- [Data extract]
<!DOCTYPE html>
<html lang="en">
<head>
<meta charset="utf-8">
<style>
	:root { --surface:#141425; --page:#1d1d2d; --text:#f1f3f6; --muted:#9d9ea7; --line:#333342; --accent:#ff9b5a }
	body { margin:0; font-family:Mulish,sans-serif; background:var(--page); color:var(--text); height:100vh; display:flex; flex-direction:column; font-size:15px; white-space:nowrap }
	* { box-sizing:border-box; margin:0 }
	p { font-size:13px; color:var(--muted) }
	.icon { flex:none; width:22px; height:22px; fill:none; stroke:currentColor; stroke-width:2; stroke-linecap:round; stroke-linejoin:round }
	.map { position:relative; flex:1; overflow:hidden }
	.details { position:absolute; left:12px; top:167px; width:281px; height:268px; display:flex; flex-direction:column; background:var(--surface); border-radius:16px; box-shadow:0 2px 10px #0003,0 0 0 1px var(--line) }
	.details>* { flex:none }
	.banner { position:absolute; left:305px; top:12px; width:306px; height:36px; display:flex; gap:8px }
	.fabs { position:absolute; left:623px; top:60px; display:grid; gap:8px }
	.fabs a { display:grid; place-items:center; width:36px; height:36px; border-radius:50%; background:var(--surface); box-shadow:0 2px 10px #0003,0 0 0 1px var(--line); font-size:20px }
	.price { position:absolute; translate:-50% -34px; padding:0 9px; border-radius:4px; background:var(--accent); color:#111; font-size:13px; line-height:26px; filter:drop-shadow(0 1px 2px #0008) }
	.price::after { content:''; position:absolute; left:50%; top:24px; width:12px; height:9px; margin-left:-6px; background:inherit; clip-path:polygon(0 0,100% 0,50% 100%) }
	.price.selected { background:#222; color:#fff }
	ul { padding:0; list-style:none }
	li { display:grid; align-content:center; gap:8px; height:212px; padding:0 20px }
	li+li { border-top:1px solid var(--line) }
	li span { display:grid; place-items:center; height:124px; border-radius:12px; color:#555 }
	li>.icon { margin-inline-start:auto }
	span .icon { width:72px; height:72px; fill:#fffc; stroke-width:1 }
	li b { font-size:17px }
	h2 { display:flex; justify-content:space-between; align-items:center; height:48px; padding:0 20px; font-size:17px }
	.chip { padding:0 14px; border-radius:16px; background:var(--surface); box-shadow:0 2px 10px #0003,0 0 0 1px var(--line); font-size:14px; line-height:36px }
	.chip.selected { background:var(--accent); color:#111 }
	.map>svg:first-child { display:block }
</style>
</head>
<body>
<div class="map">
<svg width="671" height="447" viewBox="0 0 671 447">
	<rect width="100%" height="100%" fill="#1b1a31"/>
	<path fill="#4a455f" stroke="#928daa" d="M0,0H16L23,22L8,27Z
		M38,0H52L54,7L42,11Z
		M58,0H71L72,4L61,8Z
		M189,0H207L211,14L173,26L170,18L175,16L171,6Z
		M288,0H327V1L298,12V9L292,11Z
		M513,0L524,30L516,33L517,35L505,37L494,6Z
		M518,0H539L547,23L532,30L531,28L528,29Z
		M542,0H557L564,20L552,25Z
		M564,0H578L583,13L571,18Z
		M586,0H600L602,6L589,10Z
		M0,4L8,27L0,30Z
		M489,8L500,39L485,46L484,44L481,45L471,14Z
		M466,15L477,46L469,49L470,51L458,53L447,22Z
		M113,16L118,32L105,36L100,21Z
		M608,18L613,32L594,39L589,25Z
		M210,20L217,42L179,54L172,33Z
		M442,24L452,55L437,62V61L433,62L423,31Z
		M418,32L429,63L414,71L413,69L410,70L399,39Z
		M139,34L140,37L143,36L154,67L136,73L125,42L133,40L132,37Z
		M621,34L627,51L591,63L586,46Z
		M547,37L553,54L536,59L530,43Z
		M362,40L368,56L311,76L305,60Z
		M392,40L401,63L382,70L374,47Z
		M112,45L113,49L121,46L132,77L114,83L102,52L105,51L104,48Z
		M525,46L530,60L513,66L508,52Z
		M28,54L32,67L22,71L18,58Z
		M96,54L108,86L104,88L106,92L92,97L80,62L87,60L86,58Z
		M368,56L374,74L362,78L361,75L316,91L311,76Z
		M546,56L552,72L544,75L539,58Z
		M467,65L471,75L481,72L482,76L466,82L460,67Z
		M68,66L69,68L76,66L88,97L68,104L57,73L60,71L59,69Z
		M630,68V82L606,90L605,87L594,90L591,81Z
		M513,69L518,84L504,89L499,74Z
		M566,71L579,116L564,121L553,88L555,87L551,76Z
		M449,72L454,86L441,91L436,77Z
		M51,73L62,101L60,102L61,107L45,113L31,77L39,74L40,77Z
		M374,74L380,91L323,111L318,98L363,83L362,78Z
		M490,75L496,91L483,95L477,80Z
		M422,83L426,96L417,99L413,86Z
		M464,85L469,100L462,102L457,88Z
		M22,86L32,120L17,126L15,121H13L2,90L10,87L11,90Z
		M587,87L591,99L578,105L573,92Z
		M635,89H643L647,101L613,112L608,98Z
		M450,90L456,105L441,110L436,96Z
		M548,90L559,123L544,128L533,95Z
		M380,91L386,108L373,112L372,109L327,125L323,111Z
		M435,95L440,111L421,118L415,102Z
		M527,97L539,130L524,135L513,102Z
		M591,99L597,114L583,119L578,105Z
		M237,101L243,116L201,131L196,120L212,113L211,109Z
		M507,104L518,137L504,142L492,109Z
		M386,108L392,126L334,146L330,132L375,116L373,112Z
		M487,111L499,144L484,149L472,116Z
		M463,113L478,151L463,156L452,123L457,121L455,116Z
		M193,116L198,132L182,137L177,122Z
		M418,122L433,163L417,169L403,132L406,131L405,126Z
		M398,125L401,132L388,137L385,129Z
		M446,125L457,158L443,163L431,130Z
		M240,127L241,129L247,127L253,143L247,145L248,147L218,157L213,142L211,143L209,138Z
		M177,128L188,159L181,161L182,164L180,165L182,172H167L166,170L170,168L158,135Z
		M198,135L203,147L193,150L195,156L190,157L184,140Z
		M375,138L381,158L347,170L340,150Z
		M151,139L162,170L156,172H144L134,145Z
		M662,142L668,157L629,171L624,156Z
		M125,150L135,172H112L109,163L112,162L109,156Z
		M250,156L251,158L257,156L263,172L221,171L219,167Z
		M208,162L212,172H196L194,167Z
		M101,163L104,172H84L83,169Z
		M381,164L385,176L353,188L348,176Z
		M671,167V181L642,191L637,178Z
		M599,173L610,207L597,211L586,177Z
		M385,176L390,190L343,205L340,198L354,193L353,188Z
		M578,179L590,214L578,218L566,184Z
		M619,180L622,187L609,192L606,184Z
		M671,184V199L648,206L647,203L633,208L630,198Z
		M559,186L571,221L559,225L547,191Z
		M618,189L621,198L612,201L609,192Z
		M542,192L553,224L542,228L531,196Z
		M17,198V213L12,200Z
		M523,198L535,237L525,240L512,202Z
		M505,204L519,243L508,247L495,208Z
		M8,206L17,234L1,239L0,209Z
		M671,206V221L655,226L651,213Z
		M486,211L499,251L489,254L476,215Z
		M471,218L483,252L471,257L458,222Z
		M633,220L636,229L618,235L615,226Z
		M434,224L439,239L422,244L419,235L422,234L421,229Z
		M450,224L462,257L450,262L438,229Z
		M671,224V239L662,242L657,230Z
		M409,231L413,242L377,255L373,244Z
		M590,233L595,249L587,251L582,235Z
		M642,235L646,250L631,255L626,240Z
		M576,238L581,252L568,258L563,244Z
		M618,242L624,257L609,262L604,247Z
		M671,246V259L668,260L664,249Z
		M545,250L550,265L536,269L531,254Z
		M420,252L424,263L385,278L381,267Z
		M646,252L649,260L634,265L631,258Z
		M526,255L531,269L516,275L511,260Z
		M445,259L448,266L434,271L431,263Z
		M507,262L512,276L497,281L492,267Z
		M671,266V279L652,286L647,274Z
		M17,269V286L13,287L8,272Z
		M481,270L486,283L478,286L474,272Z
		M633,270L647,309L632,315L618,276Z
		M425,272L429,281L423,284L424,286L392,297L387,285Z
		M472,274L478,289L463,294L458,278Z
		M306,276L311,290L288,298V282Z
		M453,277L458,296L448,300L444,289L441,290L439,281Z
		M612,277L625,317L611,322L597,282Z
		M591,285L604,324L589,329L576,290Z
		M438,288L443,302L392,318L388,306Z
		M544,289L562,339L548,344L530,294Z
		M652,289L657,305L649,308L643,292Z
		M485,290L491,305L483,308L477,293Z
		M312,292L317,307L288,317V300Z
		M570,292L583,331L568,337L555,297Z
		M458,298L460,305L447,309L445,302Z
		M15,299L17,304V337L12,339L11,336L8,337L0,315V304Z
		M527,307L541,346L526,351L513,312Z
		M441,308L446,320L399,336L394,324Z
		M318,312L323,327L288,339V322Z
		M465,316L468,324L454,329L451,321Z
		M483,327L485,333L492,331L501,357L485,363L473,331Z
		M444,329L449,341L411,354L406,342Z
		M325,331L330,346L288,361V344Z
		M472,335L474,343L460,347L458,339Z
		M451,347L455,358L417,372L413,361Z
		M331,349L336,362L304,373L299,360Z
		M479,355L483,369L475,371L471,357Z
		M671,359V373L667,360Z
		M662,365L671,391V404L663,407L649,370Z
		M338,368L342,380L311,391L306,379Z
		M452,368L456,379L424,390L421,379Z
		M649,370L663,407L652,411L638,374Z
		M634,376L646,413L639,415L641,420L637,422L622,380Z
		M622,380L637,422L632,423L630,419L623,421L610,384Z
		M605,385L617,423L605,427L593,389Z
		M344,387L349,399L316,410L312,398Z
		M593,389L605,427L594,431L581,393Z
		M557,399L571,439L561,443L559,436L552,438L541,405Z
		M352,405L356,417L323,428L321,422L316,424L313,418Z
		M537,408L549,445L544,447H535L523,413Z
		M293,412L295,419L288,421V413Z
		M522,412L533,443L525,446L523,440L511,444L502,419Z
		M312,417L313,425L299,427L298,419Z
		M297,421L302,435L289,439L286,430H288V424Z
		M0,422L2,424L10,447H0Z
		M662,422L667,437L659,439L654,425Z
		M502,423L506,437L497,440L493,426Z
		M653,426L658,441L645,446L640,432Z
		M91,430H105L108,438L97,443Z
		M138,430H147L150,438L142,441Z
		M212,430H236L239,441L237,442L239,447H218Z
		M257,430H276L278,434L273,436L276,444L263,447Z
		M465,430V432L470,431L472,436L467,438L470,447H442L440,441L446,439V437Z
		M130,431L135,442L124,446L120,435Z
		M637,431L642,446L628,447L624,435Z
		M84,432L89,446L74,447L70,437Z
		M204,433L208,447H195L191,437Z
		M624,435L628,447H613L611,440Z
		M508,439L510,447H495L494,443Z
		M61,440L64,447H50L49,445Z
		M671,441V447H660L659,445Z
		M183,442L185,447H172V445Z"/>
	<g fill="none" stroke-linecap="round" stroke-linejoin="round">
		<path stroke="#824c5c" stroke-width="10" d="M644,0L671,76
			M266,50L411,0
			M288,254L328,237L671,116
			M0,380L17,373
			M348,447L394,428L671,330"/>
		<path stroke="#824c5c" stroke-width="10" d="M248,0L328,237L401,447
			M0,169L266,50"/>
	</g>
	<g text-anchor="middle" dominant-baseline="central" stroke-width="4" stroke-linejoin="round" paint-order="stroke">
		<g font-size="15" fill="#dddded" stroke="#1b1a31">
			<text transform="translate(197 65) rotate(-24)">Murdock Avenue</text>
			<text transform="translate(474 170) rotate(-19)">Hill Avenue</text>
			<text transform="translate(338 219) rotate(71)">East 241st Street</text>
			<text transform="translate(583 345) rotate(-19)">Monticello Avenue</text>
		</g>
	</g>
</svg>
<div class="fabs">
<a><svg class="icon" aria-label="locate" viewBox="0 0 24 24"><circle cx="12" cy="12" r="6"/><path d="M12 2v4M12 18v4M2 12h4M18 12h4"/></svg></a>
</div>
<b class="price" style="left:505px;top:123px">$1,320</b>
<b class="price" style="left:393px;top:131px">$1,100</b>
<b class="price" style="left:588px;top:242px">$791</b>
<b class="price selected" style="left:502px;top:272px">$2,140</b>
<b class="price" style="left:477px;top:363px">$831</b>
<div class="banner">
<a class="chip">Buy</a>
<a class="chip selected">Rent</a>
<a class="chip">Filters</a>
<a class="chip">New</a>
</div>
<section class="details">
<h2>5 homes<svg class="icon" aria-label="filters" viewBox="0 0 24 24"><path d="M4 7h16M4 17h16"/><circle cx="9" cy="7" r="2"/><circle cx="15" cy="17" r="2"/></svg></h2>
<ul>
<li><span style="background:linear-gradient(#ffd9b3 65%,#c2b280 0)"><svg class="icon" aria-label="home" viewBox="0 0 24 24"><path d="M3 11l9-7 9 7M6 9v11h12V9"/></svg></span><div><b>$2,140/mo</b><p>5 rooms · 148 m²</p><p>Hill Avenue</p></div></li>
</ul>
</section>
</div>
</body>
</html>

- [Task objective] Your task is to copy each line from the material above that includes the word "column".

- [Result of this exercise]
	body { margin:0; font-family:Mulish,sans-serif; background:var(--page); color:var(--text); height:100vh; display:flex; flex-direction:column; font-size:15px; white-space:nowrap }
	.details { position:absolute; left:12px; top:167px; width:281px; height:268px; display:flex; flex-direction:column; background:var(--surface); border-radius:16px; box-shadow:0 2px 10px #0003,0 0 0 1px var(--line) }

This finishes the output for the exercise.